### [Task prompt]
Select every line below containing the word "lane".

### [Supplied entries]
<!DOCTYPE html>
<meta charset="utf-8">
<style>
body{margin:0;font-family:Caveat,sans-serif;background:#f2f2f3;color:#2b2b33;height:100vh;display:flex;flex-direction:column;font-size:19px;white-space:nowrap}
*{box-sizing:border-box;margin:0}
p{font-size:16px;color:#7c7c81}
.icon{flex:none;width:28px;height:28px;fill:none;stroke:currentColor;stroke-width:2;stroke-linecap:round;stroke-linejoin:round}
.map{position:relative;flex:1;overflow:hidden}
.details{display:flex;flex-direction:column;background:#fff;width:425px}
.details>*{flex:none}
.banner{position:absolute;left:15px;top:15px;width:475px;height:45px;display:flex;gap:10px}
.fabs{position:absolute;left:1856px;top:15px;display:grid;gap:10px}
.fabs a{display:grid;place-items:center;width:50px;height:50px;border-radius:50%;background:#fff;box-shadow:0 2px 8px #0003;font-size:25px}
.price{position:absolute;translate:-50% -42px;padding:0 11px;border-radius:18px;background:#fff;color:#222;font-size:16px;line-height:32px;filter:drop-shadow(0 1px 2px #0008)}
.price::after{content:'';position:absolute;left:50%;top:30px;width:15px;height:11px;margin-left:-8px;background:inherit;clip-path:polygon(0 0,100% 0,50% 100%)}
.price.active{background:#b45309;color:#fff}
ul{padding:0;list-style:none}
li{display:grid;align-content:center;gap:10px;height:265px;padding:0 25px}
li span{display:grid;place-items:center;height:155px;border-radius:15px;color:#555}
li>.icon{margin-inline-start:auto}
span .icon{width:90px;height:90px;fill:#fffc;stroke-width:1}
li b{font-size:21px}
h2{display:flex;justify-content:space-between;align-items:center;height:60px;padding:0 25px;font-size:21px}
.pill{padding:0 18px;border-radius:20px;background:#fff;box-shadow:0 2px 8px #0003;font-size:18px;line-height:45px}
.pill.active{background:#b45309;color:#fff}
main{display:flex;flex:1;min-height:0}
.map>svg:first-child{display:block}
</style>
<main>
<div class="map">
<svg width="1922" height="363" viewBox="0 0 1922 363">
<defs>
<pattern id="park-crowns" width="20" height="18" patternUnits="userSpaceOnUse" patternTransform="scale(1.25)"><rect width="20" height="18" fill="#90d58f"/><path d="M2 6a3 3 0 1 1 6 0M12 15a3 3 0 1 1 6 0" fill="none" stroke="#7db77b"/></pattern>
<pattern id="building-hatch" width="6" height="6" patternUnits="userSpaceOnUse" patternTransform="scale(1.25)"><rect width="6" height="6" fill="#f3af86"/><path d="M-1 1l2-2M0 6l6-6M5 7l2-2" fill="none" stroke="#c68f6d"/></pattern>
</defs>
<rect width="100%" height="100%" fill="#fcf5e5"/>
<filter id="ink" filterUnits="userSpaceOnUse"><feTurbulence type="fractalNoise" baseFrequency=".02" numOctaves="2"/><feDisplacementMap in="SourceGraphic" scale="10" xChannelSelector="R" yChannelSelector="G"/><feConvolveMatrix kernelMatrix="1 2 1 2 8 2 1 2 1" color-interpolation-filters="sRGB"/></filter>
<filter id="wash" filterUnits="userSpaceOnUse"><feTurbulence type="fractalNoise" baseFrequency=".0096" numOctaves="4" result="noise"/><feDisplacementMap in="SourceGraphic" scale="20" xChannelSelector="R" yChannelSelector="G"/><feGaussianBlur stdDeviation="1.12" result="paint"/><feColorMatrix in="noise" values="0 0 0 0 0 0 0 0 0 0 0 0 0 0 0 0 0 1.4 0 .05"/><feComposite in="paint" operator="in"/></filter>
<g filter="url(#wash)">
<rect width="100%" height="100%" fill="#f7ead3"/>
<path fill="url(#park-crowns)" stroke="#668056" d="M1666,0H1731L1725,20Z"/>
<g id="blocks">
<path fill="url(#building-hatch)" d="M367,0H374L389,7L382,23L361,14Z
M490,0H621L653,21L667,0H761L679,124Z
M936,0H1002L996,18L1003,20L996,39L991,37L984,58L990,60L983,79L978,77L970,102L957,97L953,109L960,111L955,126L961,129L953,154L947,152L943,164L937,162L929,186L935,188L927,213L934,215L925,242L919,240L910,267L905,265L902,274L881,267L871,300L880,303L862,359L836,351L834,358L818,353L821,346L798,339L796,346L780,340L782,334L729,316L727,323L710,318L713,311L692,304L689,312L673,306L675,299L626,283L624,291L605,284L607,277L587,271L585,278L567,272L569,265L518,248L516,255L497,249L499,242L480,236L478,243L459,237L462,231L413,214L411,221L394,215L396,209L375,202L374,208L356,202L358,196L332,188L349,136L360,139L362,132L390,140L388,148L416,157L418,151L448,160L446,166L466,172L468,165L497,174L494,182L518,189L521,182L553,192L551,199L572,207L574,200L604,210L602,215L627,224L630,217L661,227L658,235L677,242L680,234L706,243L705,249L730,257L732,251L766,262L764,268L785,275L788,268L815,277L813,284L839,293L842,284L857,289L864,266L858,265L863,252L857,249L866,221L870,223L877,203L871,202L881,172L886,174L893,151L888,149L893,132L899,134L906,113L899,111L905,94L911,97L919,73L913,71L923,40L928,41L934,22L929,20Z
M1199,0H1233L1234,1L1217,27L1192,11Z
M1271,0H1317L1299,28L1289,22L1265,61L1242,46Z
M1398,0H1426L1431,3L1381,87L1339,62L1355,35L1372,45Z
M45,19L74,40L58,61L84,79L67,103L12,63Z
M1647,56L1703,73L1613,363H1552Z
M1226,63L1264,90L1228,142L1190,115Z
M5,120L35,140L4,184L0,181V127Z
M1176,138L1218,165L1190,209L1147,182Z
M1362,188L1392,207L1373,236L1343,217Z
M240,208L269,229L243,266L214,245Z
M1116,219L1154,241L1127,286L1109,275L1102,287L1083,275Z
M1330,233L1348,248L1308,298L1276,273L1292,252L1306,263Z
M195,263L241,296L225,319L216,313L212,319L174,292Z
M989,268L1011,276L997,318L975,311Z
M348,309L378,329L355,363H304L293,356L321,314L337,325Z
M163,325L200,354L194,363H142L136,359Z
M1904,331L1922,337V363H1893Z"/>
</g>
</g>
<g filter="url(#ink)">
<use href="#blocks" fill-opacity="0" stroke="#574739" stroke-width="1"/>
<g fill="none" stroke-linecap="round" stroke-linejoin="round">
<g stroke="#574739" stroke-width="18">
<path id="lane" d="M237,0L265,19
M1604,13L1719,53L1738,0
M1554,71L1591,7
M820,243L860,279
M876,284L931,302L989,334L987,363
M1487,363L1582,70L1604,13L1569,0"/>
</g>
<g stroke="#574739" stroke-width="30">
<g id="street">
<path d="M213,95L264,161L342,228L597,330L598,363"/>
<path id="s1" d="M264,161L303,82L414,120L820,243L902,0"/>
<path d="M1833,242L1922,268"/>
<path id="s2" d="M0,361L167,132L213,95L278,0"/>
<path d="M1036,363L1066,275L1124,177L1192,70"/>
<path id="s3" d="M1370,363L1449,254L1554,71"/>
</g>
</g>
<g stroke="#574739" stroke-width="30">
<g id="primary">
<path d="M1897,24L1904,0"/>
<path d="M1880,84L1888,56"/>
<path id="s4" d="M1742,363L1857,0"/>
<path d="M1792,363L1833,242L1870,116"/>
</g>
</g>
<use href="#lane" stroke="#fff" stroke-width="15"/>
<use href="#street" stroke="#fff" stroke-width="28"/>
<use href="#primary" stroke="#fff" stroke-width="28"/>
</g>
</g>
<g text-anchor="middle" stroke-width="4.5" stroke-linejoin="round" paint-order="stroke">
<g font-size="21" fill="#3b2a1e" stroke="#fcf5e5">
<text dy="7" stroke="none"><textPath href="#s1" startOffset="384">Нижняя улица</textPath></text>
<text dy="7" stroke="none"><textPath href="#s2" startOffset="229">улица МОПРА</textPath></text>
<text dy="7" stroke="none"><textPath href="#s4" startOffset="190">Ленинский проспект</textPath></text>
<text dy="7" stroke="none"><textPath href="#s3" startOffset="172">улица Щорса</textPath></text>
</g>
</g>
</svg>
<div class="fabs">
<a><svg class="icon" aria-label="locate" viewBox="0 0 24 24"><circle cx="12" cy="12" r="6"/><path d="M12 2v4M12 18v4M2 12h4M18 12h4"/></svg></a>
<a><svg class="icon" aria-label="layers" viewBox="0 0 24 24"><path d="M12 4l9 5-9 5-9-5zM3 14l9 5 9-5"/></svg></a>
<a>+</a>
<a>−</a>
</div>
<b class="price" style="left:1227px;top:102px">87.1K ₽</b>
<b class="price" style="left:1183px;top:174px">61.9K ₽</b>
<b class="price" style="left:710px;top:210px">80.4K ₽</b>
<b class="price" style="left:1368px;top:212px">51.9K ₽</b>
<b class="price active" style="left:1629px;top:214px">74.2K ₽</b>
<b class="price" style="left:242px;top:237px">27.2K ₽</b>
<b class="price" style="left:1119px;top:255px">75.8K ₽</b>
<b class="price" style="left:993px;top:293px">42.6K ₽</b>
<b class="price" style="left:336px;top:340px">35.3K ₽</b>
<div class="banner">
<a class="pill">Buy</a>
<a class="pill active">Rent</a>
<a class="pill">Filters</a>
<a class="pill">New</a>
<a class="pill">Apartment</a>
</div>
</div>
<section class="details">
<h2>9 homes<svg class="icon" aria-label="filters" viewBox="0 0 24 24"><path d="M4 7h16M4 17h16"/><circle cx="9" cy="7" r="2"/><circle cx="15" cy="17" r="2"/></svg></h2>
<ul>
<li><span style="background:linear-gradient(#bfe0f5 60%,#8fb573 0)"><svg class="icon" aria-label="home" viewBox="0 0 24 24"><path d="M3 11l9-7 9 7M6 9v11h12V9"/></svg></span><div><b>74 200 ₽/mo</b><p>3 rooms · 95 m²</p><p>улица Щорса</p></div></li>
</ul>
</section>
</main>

### [Answer space]
<path id="lane" d="M237,0L265,19
<use href="#lane" stroke="#fff" stroke-width="15"/>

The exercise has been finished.